We also practice a form of Shamanism drawn from the indigenous people of the Americas, people of the plains who looked to the stars to help navigate their nomadic movements. I'm on the hunt for and hoping to gather a book buried deep in one of many basement boxes,  the best source of Lakota Star Knowledge I’ve ever come across, acquired at Sinte Gleska (Spotted Tail) University on the Rosebud Reservation, circa 2001. Recounting how tribes synched their movements with that of the sun and the moon and stars, the guide helped establish my personal practice of modern day stargazing, a healthy acknowledgment of the cycles of the moon, the solstices, etc. Jiving with the sky, as the ancients realized, helps one live a less fractured life. And although a  comfy home and a roof with central heat may cushion us from the rough, rocky edges of living in nature,  the same Wakagna Luta, The Red Road of The Spirit World, aka The Milky way, looms above. This bright, starry path that called to our ancestors still calls to us today, perhaps calling to rise up and ascend to our True Home.  There you have my long-winded, slightly dramatic explanation on the mindset behind expanding our night vision with setting up a Higher Haven Telescope. And because the Cosmos' vastness have been on my psyche’s radar, I wanted to share the following  piece, written by Sky Scientist Carl Sagan.  With a vein (vane?) or two of atheistic pessimism, this excerpt taken from Pale Blue Dot: A Vision for the Human Future in Space is quite profound in its grasp of the fragility as well as the majesty of life on Earth. 
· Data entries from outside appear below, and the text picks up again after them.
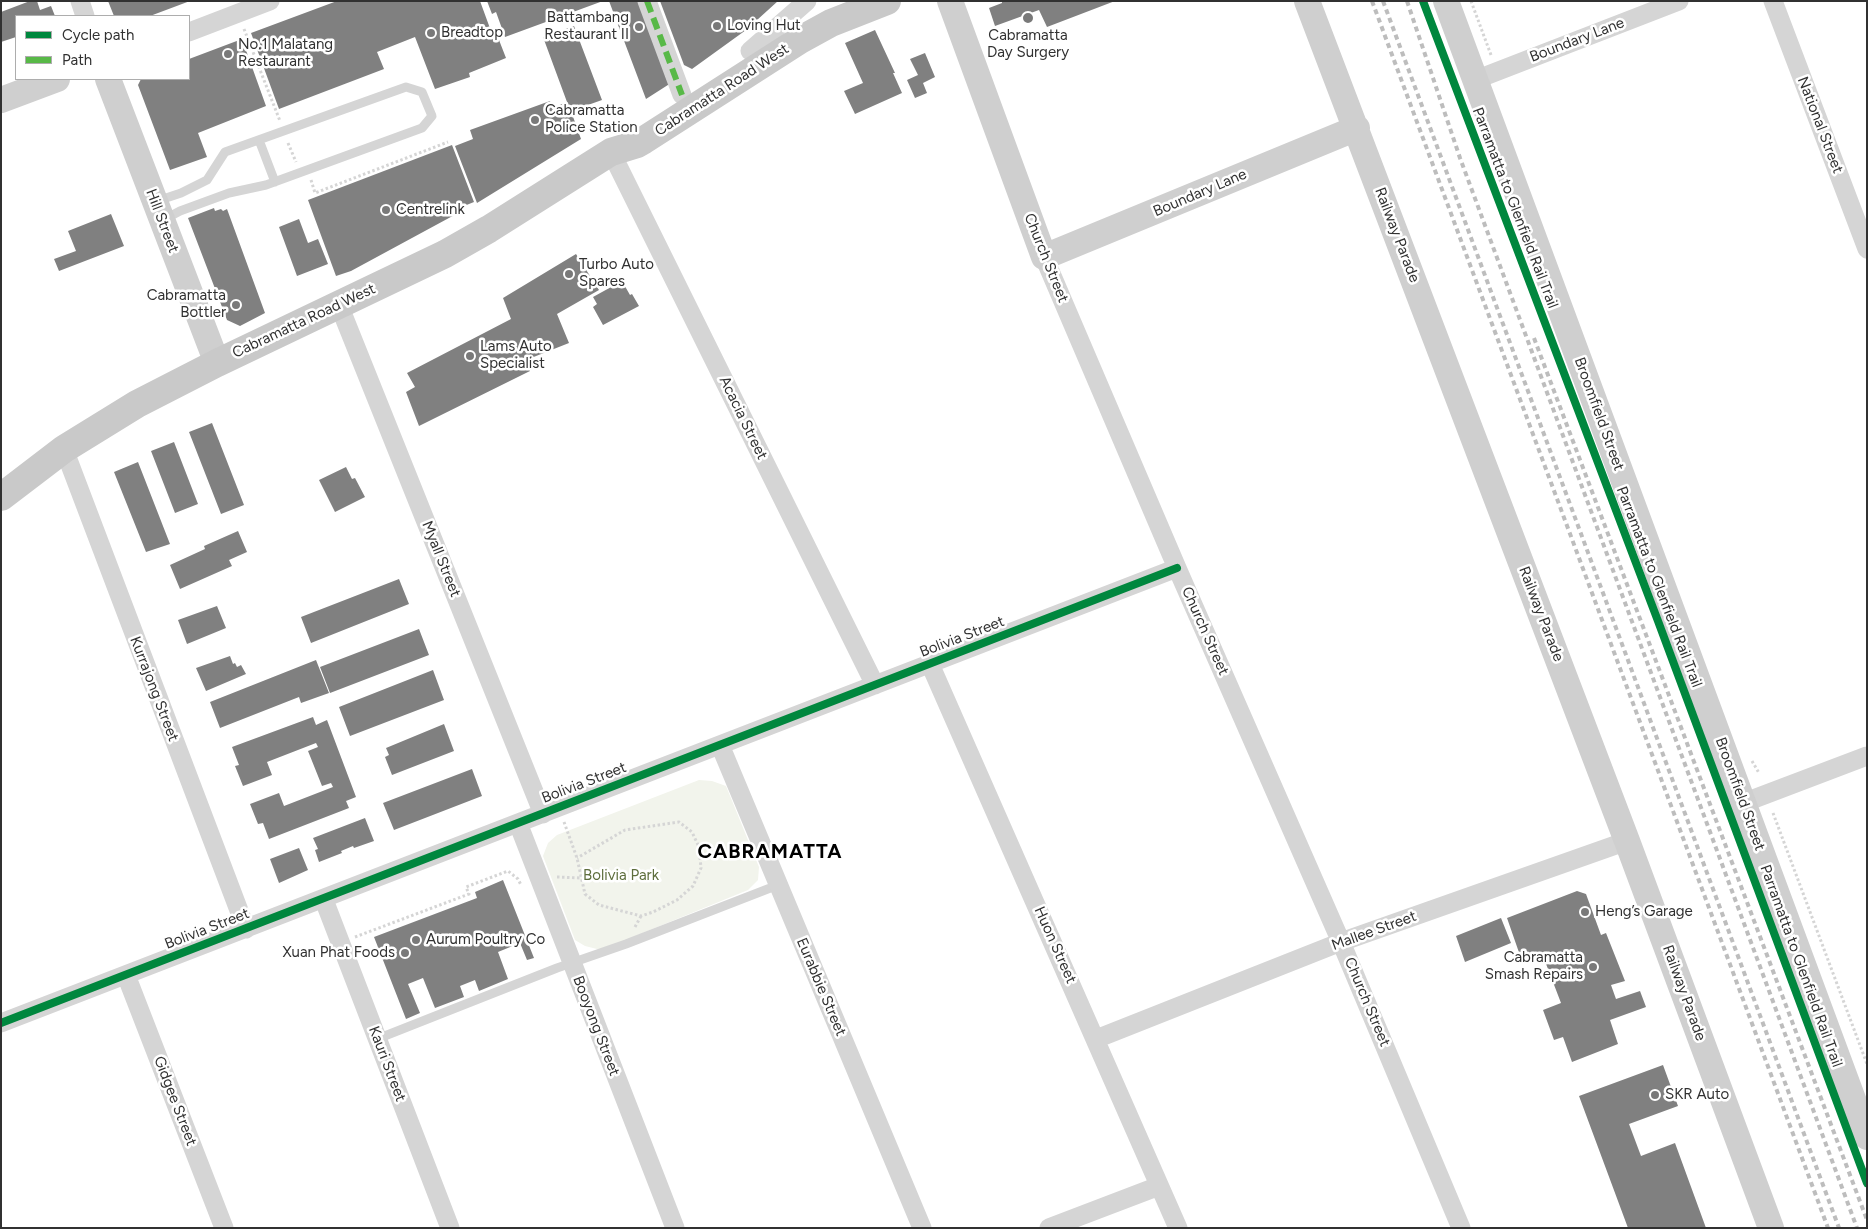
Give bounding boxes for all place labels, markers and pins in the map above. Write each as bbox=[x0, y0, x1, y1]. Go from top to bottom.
place label: Battambang Restaurant II bbox=[544, 9, 629, 44]
marker: Cabramatta Day Surgery bbox=[1021, 11, 1035, 25]
place label: Loving Hut bbox=[727, 17, 801, 35]
marker: Loving Hut bbox=[711, 20, 723, 32]
marker: Battambang Restaurant II bbox=[633, 21, 645, 33]
place label: Breadtop bbox=[441, 24, 503, 42]
marker: Breadtop bbox=[425, 27, 437, 39]
place label: Cabramatta Day Surgery bbox=[987, 27, 1069, 62]
place label: No.1 Malatang Restaurant bbox=[238, 36, 333, 71]
marker: No.1 Malatang Restaurant bbox=[222, 48, 234, 60]
place label: Cabramatta Police Station bbox=[545, 102, 638, 137]
marker: Cabramatta Police Station bbox=[529, 114, 541, 126]
place label: Centrelink bbox=[396, 201, 465, 219]
marker: Centrelink bbox=[380, 204, 392, 216]
place label: Turbo Auto Spares bbox=[579, 256, 654, 291]
marker: Turbo Auto Spares bbox=[563, 268, 575, 280]
place label: Cabramatta Bottler bbox=[147, 287, 226, 322]
marker: Cabramatta Bottler bbox=[230, 299, 242, 311]
place label: Lams Auto Specialist bbox=[480, 338, 552, 373]
marker: Lams Auto Specialist bbox=[464, 350, 476, 362]
place label: Heng’s Garage bbox=[1595, 903, 1693, 921]
marker: Heng’s Garage bbox=[1579, 906, 1591, 918]
place label: Aurum Poultry Co bbox=[426, 931, 545, 949]
marker: Aurum Poultry Co bbox=[410, 934, 422, 946]
place label: Xuan Phat Foods bbox=[282, 944, 395, 962]
marker: Xuan Phat Foods bbox=[399, 947, 411, 959]
place label: Cabramatta Smash Repairs bbox=[1485, 949, 1583, 984]
marker: Cabramatta Smash Repairs bbox=[1587, 961, 1599, 973]
place label: SKR Auto bbox=[1665, 1086, 1729, 1104]
marker: SKR Auto bbox=[1649, 1089, 1661, 1101]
"Look again at that dot. That's here. That's home. That's us. On it everyone you love, everyone you know, everyone you ever heard of, every human being who ever was, lived out their lives. The aggregate of our joy and suffering, thousands of confident religions, ideologies, and economic doctrines, every hunter and forager, every hero and coward, every creator and destroyer of civilization, every king and peasant, every young couple in love, every mother and father, hopeful child, inventor and explorer, every teacher of morals, every corrupt politician, every "superstar," every "supreme leader," every saint and sinner in the history of our species lived there-on a mote of dust suspended in a sunbeam.
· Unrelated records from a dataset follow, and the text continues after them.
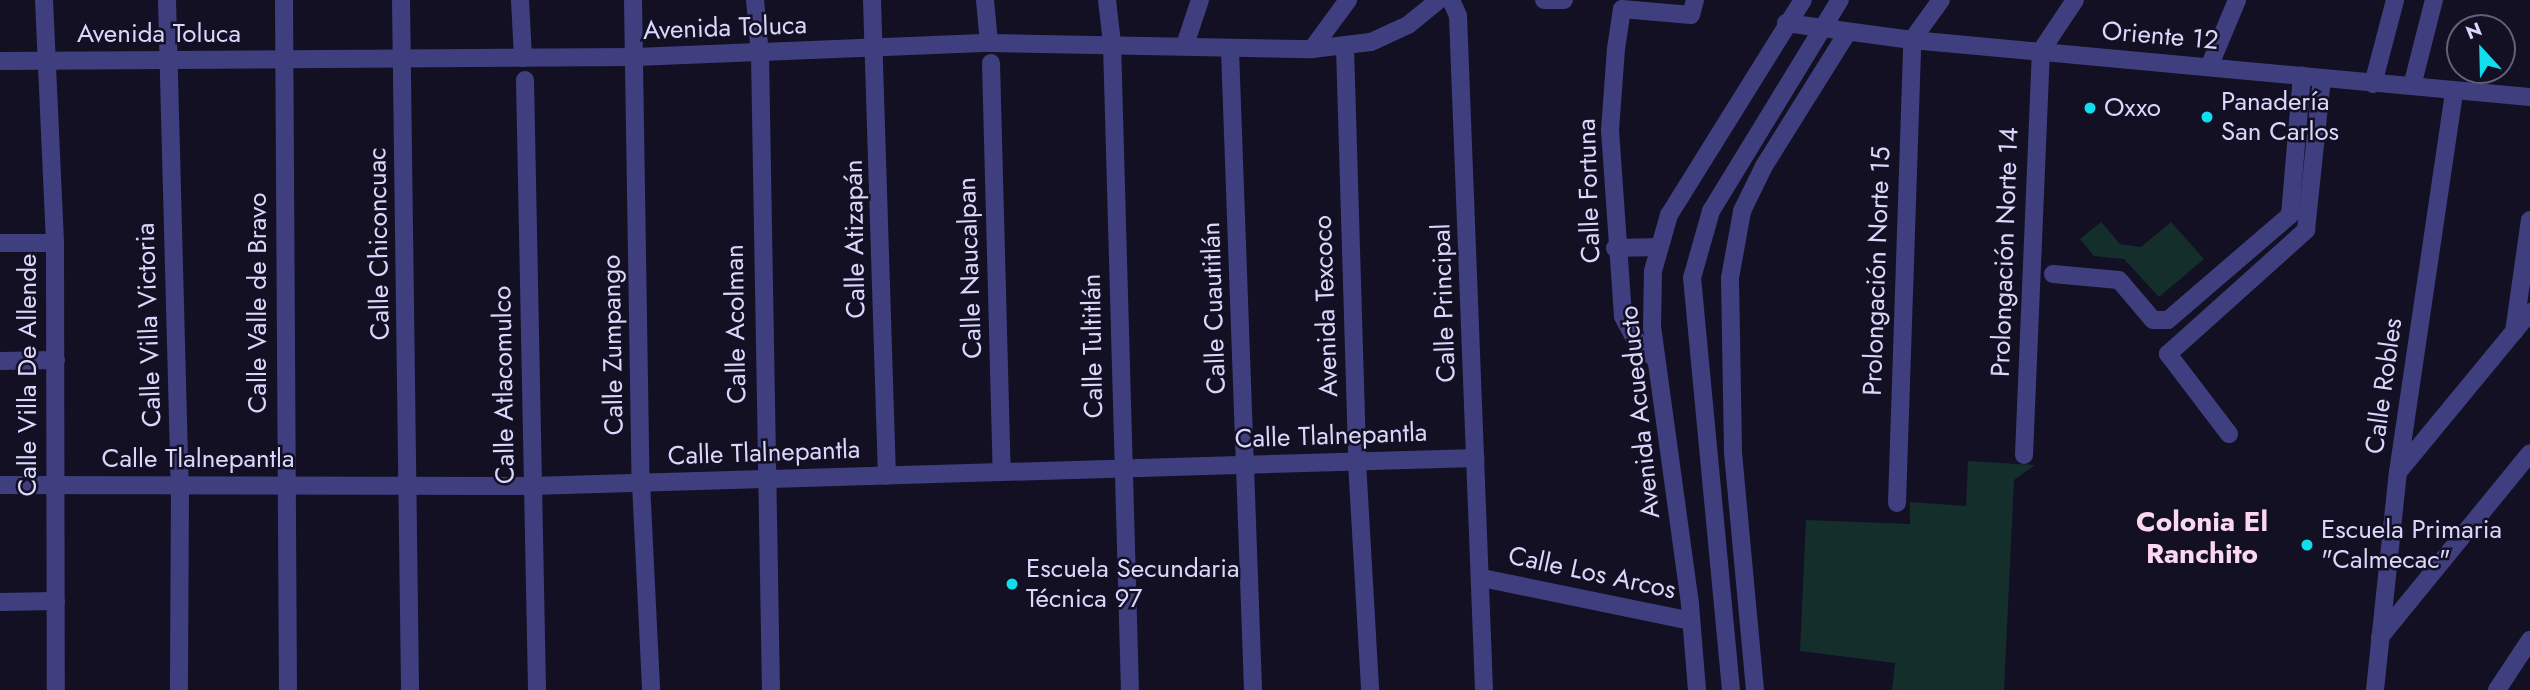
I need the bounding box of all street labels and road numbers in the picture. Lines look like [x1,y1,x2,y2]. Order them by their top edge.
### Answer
street label: Avenida Toluca [642,10,808,46]
street label: Oriente 12 [2100,15,2220,57]
street label: Avenida Toluca [77,18,241,50]
street label: Calle Fortuna [1571,118,1607,264]
street label: Prolongación Norte 14 [1985,127,2025,377]
street label: Prolongación Norte 15 [1857,146,1897,396]
street label: Calle Chiconcuac [362,147,396,341]
street label: Calle Atizapán [838,159,872,319]
street label: Calle Naucalpan [951,177,989,359]
street label: Calle Valle de Bravo [242,193,274,413]
street label: Avenida Texcoco [1307,214,1345,398]
street label: Calle Cuautitlán [1195,221,1233,395]
street label: Calle Villa Victoria [130,222,168,428]
street label: Calle Principal [1426,223,1462,383]
street label: Calle Acolman [719,244,753,404]
street label: Calle Villa De Allende [12,254,44,496]
street label: Calle Zumpango [596,254,630,436]
street label: Calle Tultitlán [1076,273,1110,419]
street label: Calle Atlacomulco [487,285,521,485]
street label: Avenida Acueducto [1613,304,1667,520]
street label: Calle Robles [2359,316,2409,456]
street label: Calle Tlalnepantla [1234,417,1428,455]
street label: Calle Tlalnepantla [667,434,861,472]
street label: Calle Tlalnepantla [102,443,294,475]
street label: Calle Los Arcos [1505,540,1679,606]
The Earth is a very small stage in a vast cosmic arena. Think of the endless cruelties visited by the inhabitants of one corner of this pixel on the scarcely distinguishable inhabitants of some other corner, how frequent their misunderstandings, how eager they are to kill one another, how fervent their hatreds. Think of the rivers of blood spilled by all those generals and emperors so that, in glory and triumph, they could become the momentary masters of a fraction of a dot.Our posturings, our imagined self-importance, the delusion that we have some privileged position in the Universe, are challenged by this point of pale light. Our planet is a lonely speck in the great enveloping cosmic dark. In our obscurity, in all this vastness, there is no hint that help will come from elsewhere to save us from ourselves.

The Earth is the only world known so far to harbor life. There is nowhere else, at least in the near future, to which our species could migrate. Visit, yes. Settle, not yet. Like it or not, for the moment the Earth is where we make our stand. It has been said that astronomy is a humbling and character-building experience. There is perhaps no better demonstration of the folly of human conceits than this distant image of our tiny world. To me, it underscores our responsibility to deal more kindly with one another, and to preserve and cherish the pale blue dot, the only home we've ever known.”